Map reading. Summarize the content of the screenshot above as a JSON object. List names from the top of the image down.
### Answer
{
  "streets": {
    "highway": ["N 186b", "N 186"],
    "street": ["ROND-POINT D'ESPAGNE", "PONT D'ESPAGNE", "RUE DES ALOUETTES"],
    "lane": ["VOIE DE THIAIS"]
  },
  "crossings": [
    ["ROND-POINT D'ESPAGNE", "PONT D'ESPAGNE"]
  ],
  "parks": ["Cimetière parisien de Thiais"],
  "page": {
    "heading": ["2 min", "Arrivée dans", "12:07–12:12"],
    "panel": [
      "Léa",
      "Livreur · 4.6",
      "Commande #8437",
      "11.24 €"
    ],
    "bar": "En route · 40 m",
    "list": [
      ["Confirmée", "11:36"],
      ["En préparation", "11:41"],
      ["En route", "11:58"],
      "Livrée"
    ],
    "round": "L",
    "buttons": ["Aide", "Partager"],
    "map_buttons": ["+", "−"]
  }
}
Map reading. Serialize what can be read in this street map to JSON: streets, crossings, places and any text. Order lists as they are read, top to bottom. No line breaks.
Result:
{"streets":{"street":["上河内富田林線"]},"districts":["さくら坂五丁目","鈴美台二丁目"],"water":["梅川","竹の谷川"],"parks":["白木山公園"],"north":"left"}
----------------
- Directions
Output the listing above word for word.

- Result
Map reading. Summarize the content of the screenshot above as a JSON object. List names from the top of the image down.
### Answer
{
  "streets": {
    "highway": ["N 186b", "N 186"],
    "street": ["ROND-POINT D'ESPAGNE", "PONT D'ESPAGNE", "RUE DES ALOUETTES"],
    "lane": ["VOIE DE THIAIS"]
  },
  "crossings": [
    ["ROND-POINT D'ESPAGNE", "PONT D'ESPAGNE"]
  ],
  "parks": ["Cimetière parisien de Thiais"],
  "page": {
    "heading": ["2 min", "Arrivée dans", "12:07–12:12"],
    "panel": [
      "Léa",
      "Livreur · 4.6",
      "Commande #8437",
      "11.24 €"
    ],
    "bar": "En route · 40 m",
    "list": [
      ["Confirmée", "11:36"],
      ["En préparation", "11:41"],
      ["En route", "11:58"],
      "Livrée"
    ],
    "round": "L",
    "buttons": ["Aide", "Partager"],
    "map_buttons": ["+", "−"]
  }
}
Map reading. Serialize what can be read in this street map to JSON: streets, crossings, places and any text. Order lists as they are read, top to bottom. No line breaks.
Result:
{"streets":{"street":["上河内富田林線"]},"districts":["さくら坂五丁目","鈴美台二丁目"],"water":["梅川","竹の谷川"],"parks":["白木山公園"],"north":"left"}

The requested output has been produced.